Saturday, 5 June 2010

$1.1 billion pledged in donor aid


via CAAI News Media

Friday, 04 June 2010 15:02 SEBASTIAN STRANGIO AND NGUON SOVAN

INTERNATIONAL donors have pledged a record US$1.1 billion in development assistance for the upcoming 18-month period, following a two-day government-donor forum that wrapped up in the capital Thursday.

At the close of the third Cambodia Development Cooperation Forum (CDCF), Minister of Economy and Finance Keat Chhon hailed the outcome of the talks.

“The meetings have been conducted successfully for all of Cambodia’s donors, development partners and development partners from civil society,” he told reporters.

“This financing responds to the need for the development of the National Strategic Development Plan for this year.”

Keat Chhon said Japan was again the largest donor. He declined, however, to give more details about the $1.1 billion pledges, saying, “We cannot disclose the breakdown of how much each country is providing to Cambodia.”

Areas of focus in the government’s development agenda, he said, were “roads, water, human resources and electricity”.

During Thursday’s meeting, delegates discussed anticorruption measures, judicial reform and measures to improve aid effectiveness.

The $1.1 billion pledge – which surpasses the $951.5 million pledged at the last CDCF in December 2008 – comes amid mounting calls for international donors to pressure the government to meet good governance reform benchmarks.

On Tuesday, 15 local NGOs said donors should “take responsibility and speak out against the deterioration of rights and democracy in Cambodia”. Doing nothing, they added, could be seen as “tantamount to complicity”.

A series of 20 NGO position papers released last week said land rights and resource-revenue transparency should be key areas of focus.

Eleanor Nichol, a campaigner for UK-based watchdog Global Witness, described the CDCF meetings as a “mass exercise in intellectual dishonesty” that resulted in little concrete action on the ground.

Despite years of government-donor talks, she said, hundreds of millions of dollars in resource revenues have not appeared in national accounts.

“I’m absolutely astounded that in a year that’s been an annus horribilis in terms of corruption, donors have decided to up the amount of support they are giving the government,” she said.

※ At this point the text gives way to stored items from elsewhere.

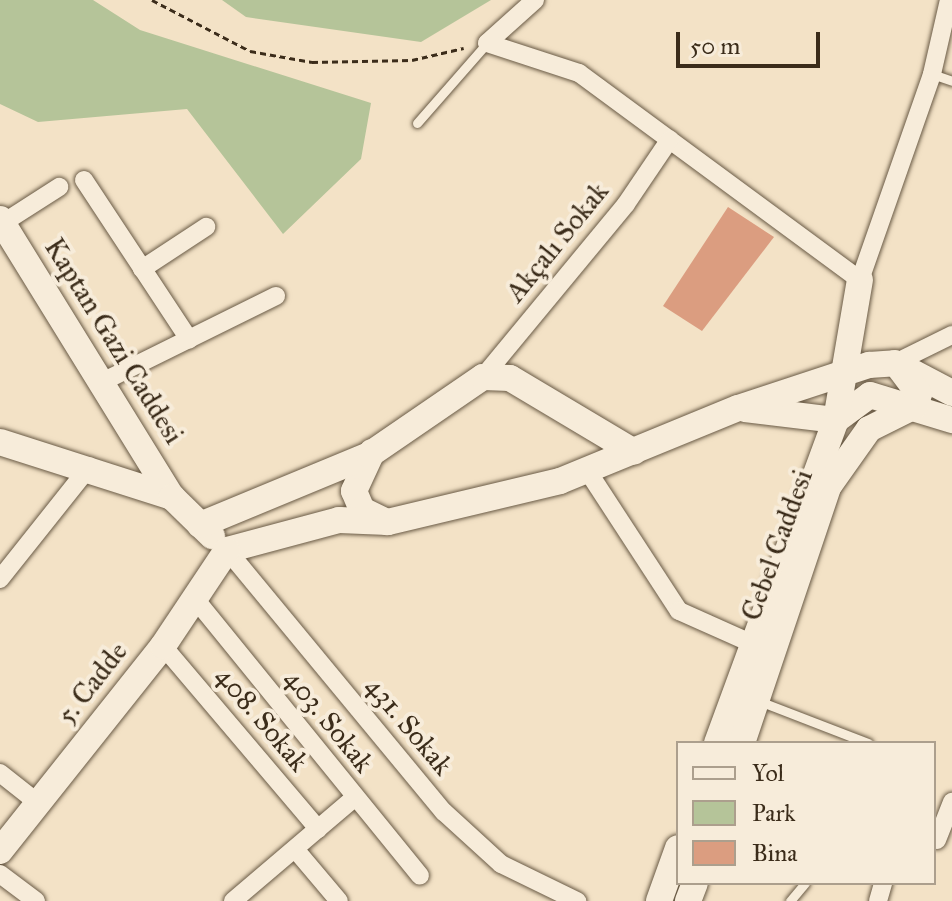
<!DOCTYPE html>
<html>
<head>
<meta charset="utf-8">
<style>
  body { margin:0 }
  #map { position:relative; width:952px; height:901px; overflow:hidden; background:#f3e2c6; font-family:"IM FELL Great Primer",serif }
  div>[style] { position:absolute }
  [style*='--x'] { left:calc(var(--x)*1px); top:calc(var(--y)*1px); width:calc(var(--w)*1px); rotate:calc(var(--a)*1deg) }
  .green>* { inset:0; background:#b5c499 }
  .building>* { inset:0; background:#db9d80 }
  .path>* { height:3px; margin-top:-1.5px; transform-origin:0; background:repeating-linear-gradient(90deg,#3b2c1a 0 6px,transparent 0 10px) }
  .roads { filter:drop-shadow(0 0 2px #695a45) drop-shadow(0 0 2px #695a45) }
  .service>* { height:9px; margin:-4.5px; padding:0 4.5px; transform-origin:4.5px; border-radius:4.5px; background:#f7ecda }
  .minor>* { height:18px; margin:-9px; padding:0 9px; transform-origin:9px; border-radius:9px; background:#f7ecda }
  .secondary>* { height:26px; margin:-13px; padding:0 13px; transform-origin:13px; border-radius:13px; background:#f7ecda }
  span { translate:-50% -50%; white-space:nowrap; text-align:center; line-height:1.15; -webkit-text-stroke:8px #f7ecda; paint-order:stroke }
  .street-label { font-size:28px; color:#3b2c1a }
  .legend { position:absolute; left:676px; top:741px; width:260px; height:144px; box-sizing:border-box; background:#f7ecda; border:2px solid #ac9f8d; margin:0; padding:10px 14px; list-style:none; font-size:24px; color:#3b2c1a }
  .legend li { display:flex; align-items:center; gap:16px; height:40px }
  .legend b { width:40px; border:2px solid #ac9f8d }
  .scale { position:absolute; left:676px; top:32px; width:144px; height:36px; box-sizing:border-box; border:4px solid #3b2c1a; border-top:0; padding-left:10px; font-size:24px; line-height:28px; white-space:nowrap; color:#3b2c1a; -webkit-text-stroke:6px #f7ecda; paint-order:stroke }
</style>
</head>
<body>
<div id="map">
  <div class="green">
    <div style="clip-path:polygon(0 0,93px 0,140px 30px,371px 103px,361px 159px,283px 234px,187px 109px,38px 122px,0 104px)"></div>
    <div style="clip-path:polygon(222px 0,491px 0,421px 42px,246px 17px)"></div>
  </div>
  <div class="building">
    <div style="clip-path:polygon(728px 207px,774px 237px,702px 331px,663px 306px)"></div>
  </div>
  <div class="path">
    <div style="--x:152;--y:0;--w:110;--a:27.5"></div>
    <div style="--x:250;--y:51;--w:63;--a:10.1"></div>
    <div style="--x:312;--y:62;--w:100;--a:-1.1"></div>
    <div style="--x:412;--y:60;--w:53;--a:-13"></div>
  </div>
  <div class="roads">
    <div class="service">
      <div style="--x:932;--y:74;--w:21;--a:19"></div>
      <div style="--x:417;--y:123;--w:106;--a:-48.8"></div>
      <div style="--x:759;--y:701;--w:117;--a:21.1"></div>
      <div style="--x:790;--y:901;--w:23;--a:-50"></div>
    </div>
    <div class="minor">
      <div style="--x:535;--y:0;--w:64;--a:138.1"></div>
      <div style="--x:487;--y:43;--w:97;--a:18.1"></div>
      <div style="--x:579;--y:73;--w:349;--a:36.4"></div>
      <div style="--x:860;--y:280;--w:218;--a:-70.7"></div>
      <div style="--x:932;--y:74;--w:76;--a:-77.1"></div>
      <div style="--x:84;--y:180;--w:191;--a:56.6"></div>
      <div style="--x:3;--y:223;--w:67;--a:-32.7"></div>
      <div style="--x:142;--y:269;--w:77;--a:-33.3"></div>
      <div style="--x:895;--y:363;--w:64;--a:-26.2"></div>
      <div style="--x:483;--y:377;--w:224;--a:-50.4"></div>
      <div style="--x:626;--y:204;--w:78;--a:-55.9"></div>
      <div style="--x:104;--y:381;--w:192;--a:-26.3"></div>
      <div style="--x:587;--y:470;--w:168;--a:56.9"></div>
      <div style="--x:679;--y:611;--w:81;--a:24"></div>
      <div style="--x:227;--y:550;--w:340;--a:50.4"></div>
      <div style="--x:444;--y:812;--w:77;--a:42.4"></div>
      <div style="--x:501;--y:864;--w:85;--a:26"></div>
      <div style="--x:0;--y:579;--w:144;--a:-51.5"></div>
      <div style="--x:196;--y:600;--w:355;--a:50.9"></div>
      <div style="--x:163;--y:646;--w:240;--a:49.7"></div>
      <div style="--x:0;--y:773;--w:48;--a:38.3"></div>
      <div style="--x:937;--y:840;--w:41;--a:-68.5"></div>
      <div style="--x:295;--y:849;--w:68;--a:49.8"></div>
      <div style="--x:0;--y:874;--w:45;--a:36.9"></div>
      <div style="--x:233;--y:901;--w:160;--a:-40.4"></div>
      <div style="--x:878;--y:901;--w:19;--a:-74"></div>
    </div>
    <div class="secondary">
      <div style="--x:0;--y:219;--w:327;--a:58.3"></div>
      <div style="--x:745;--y:409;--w:92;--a:6.9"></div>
      <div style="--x:836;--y:420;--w:42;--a:-36.3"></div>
      <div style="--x:870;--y:395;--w:86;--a:17"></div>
      <div style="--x:0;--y:442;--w:181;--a:17.7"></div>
      <div style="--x:172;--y:497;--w:56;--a:44.3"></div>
      <div style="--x:372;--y:452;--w:43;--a:114.8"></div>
      <div style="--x:354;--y:491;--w:21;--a:67"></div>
      <div style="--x:362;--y:510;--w:28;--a:26"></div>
      <div style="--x:200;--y:525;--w:183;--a:-22.5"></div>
      <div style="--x:369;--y:455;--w:138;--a:-34.4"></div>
      <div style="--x:483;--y:377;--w:27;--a:2"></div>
      <div style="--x:510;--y:378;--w:144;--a:30.8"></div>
      <div style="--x:227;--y:550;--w:116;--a:-15"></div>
      <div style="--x:339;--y:520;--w:49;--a:2.3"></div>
      <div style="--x:388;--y:522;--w:177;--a:-13.4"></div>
      <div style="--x:560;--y:481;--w:192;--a:-22.3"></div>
      <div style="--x:738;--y:408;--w:138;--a:-18.2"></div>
      <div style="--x:869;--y:365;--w:26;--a:-4"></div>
      <div style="--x:895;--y:363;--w:64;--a:27.8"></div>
      <div style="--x:717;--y:743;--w:344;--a:-69.8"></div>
      <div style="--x:836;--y:420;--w:142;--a:-80.3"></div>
      <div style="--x:742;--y:743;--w:270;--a:-71.4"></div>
      <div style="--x:828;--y:487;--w:71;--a:-54.7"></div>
      <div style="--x:869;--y:429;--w:51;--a:-26.6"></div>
      <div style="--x:915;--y:406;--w:13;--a:-72"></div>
      <div style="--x:919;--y:394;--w:35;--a:-127"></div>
      <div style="--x:0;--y:851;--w:262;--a:-51.5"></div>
      <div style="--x:163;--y:646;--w:115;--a:-56.3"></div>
      <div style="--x:659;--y:901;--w:56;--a:-70.3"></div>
      <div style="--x:688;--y:901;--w:19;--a:-69"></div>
    </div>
  </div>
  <div class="street-label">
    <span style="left:557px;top:242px;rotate:-51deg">Akçalı Sokak</span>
    <span style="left:114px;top:341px;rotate:58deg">Kaptan Gazi Caddesi</span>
    <span style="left:777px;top:545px;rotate:-70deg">Cebel Caddesi</span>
    <span style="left:92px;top:683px;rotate:-52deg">5. Cadde</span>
    <span style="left:262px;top:719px;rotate:50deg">408. Sokak</span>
    <span style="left:329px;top:721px;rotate:51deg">403. Sokak</span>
    <span style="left:409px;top:726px;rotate:50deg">431. Sokak</span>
  </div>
  <ul class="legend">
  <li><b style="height:10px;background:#f7ecda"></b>Yol</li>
  <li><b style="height:22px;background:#b5c499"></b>Park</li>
  <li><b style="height:22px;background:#db9d80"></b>Bina</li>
  </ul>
  <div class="scale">50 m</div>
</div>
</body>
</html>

“We’re not having anything like the sense of outrage that one would expect to find in a case where there’s been pilfering on a grand scale.”

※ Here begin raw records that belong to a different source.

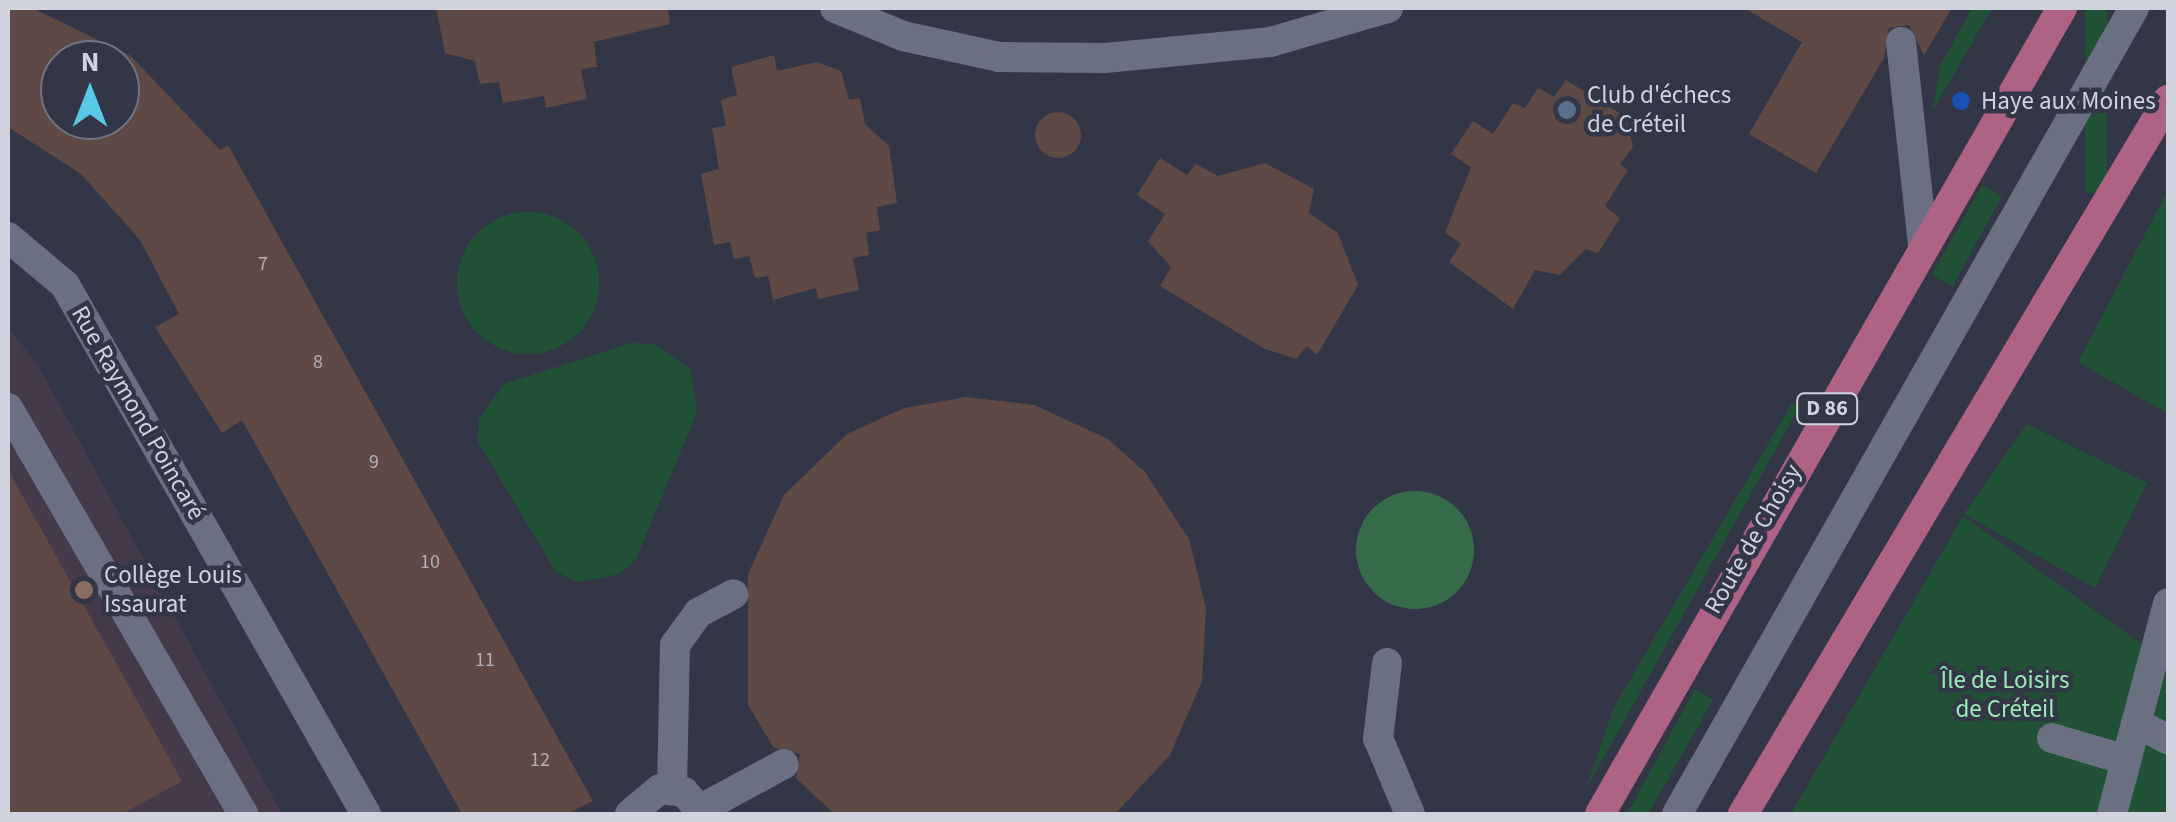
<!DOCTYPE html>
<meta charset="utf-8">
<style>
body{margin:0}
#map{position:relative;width:2176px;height:822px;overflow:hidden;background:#323647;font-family:"Source Sans 3",sans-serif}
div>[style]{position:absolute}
.education>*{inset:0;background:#453a4a}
.green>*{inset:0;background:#225235;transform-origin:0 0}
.round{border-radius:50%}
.forest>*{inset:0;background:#376c4b}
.building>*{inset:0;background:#5e4944}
.service>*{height:30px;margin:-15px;padding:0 15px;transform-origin:15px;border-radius:15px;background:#6b6f82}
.minor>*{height:30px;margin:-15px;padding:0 15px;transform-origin:15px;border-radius:15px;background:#6b6f82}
.primary>*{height:30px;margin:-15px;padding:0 15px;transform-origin:15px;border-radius:15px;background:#ae6384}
.dots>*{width:28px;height:28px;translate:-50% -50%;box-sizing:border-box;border:5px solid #323647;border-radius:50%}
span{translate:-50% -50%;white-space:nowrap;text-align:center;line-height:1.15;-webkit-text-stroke:9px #323647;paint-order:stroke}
.number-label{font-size:20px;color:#b4b0b8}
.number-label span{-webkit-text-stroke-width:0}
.shield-label span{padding:2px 8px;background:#323647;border:2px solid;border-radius:8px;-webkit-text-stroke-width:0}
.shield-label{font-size:22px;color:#d0d3de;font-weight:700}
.poi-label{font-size:25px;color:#d0d3de}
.left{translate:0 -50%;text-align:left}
.street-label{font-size:25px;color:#d0d3de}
.park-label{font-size:25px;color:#9aeab5}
.frame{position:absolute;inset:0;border:10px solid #d0d3de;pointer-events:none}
.north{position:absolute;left:40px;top:40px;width:100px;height:100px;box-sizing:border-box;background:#323647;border:2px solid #717583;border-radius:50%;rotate:0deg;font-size:28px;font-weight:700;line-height:40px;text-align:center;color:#d0d3de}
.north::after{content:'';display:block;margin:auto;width:35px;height:45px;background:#59c8e4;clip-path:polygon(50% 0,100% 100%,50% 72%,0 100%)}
</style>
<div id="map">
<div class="education">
<i style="clip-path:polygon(8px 327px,38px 365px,282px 814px,8px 814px)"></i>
</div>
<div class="green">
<i style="clip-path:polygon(1972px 8px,1992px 8px,1932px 112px,1940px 66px)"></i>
<i style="left:2085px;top:8px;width:22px;height:185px"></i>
<i style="left:1982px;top:185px;width:23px;height:103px;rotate:29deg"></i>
<i style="clip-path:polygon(2168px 190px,2168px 414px,2078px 362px)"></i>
<i class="round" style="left:457px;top:212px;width:142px;height:142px"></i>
<i style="clip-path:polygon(632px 343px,654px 344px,690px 369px,697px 412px,636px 559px,620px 574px,577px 582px,556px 572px,478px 442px,479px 419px,504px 384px)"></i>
<i style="clip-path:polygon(1792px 403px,1801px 404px,1585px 791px,1614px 707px)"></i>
<i style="clip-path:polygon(2027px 424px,2147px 483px,2095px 588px,1964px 514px)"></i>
<i style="clip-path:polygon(1963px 516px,2168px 663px,2168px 814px,1791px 814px)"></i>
<i style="clip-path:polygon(1695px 689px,1713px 700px,1648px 814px,1627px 814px)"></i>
</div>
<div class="forest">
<i class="round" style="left:1356px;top:491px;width:118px;height:118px"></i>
</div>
<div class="building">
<i style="clip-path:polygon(evenodd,8px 8px,32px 8px,131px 56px,220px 150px,228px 145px,593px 801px,567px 814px,462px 814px,242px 420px,222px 433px,155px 327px,179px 314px,140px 240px,81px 174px,8px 127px,8px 8px,60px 60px,120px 60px,120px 120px,60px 120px,60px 60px)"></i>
<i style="clip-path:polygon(436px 8px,668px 8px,670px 24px,594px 42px,597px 67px,581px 69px,587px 99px,546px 108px,544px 96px,503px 103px,499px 82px,480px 84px,475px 61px,445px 53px)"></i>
<i style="clip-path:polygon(1744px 8px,1952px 8px,1924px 55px,1909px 25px,1889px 28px,1884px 58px,1816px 173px,1749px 134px,1802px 42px)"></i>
<i style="clip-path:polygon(774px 55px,777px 71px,817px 62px,841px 71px,849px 100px,860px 98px,865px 124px,889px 146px,897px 203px,877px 207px,880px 230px,866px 233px,869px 255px,853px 258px,859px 290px,818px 299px,816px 288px,773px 300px,768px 276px,755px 278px,749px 256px,734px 259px,730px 242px,714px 245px,701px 174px,719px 169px,712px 128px,726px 126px,721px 100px,737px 95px,731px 67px)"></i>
<i style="clip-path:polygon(1566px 80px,1626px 117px,1633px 147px,1620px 164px,1628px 170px,1605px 206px,1620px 218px,1598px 253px,1586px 249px,1560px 275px,1535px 270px,1513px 309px,1449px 262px,1461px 244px,1445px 232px,1471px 167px,1451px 154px,1473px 121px,1493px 134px,1513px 103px,1525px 108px,1538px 88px,1554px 97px)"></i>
<i class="round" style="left:1035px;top:112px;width:46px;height:46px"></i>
<i style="clip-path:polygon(1160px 158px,1187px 175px,1196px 164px,1218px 176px,1265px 163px,1314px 189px,1309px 213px,1338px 233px,1358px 285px,1317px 355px,1307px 346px,1296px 359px,1265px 349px,1160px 286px,1171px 267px,1148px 241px,1165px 214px,1137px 195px)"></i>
<i style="clip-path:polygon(966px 397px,1034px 405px,1108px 439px,1145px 472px,1189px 539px,1206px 608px,1202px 681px,1170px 755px,1115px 814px,834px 814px,796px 778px,800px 754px,774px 748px,748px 705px,748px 574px,784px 495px,847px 434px,904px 408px)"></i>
<i style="clip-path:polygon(8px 470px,182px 781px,122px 814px,8px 814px)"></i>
</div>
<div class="service">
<i style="left:1901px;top:42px;width:204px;rotate:83.8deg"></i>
<i style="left:8px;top:237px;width:75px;rotate:40.1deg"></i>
<i style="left:65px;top:285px;width:609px;rotate:60.36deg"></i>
<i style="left:8px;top:408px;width:469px;rotate:59.9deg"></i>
<i style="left:1387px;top:663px;width:76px;rotate:96.8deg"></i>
<i style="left:1378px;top:738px;width:82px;rotate:67.2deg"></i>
<i style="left:2136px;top:723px;width:36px;rotate:27deg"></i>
<i style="left:2052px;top:738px;width:77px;rotate:16.6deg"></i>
<i style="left:672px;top:789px;width:144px;rotate:-88.8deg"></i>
<i style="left:675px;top:645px;width:39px;rotate:-54deg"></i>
<i style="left:698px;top:613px;width:40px;rotate:-28deg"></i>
<i style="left:701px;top:809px;width:94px;rotate:-28.5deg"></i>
<i style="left:630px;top:814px;width:39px;rotate:-40deg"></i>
<i style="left:660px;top:789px;width:24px;rotate:7deg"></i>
<i style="left:684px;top:792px;width:29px;rotate:49deg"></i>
<i style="left:1677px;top:814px;width:927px;rotate:-60.45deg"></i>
</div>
<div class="minor">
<i style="left:835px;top:8px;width:74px;rotate:22.4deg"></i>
<i style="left:903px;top:36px;width:98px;rotate:12.3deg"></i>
<i style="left:999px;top:57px;width:106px;rotate:0.5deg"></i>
<i style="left:1105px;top:58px;width:166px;rotate:-5.5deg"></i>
<i style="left:1270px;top:42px;width:123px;rotate:-16.1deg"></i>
<i style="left:2112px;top:814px;width:218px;rotate:-75.1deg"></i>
</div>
<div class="primary">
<i style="left:1600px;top:814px;width:929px;rotate:-60.18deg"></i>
<i style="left:1743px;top:814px;width:831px;rotate:-59.24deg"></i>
</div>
<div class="dots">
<i style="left:1961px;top:101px;background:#1a4fb4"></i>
<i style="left:1567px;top:110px;background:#5c6f8a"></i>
<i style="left:84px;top:590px;background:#8d6e63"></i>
</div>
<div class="number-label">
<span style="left:263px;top:264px">7</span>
<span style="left:318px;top:362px">8</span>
<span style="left:374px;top:462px">9</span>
<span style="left:430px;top:562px">10</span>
<span style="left:485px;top:660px">11</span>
<span style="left:540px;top:760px">12</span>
</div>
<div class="shield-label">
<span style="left:1827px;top:409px">D 86</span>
</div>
<div class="poi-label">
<span class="left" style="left:1587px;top:110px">Club d'échecs<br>de Créteil</span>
<span class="left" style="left:1981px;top:101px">Haye aux Moines</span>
<span class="left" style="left:104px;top:590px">Collège Louis<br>Issaurat</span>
</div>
<div class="street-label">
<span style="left:138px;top:413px;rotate:60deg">Rue Raymond Poincaré</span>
<span style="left:1753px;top:539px;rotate:-60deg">Route de Choisy</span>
</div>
<div class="park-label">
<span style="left:2005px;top:695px">Île de Loisirs<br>de Créteil</span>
</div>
<div class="frame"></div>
<div class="north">N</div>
</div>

Qimiao Fan, the World Bank’s country manager, said in an address Thursday that “transparency and accountability in the management of public finances and natural resources” were critical issues in CDCF discussions.

Speaking on the sidelines of Thursday’s meeting, Japanese ambassador Masafumi Kuroki said Tokyo had pledged $130 million at this year’s CDCF. He added that there is room for improvement in aid effectiveness.

“There is already increased monitoring of aid between the government and development partners, and I think we need to further promote this process,” he said.

US Embassy spokesman John Johnson said the US government had earmarked $68.5 million in aid for fiscal year 2010.

The European Union pledged around $60 million to the government, with EU member states supplying an additional $190 million, said Rafael Dochao Moreno, charge d’affairs of the EU Delegation to Cambodia.

Of this figure, UK ambassador Andrew Mace said his government had pledged around $33 million for 2010 after two days of “open and constructive dialogue” with the government.

“All the issues that were raised by civil society were on the agenda and were discussed,” he added.

Ou Virak, president of the Cambodian Centre for Human Rights, said the $1.1 billion pledge was “not a surprise”, and that human rights and democracy were not high on the agendas of Western donor countries.

But without an emphasis on issues such as land-tenure security and good governance, he said, little can be done to fight poverty.

“You can spend all the money you want to develop the agriculture sector, but if land is being grabbed and people don’t believe in the system – if they don’t feel secure – you’re not going to succeed at poverty reduction,” he said.

Nichol said donors have been making statements of intent for years, to little avail.

But others said donors play an important role in creating a bridge between the government and civil society through the CDCF process.

“To ensure aid effectiveness... civil society organisations need to be more active participants in the process itself,” said Chhith Sam Ath, executive director of the NGO Forum on Cambodia.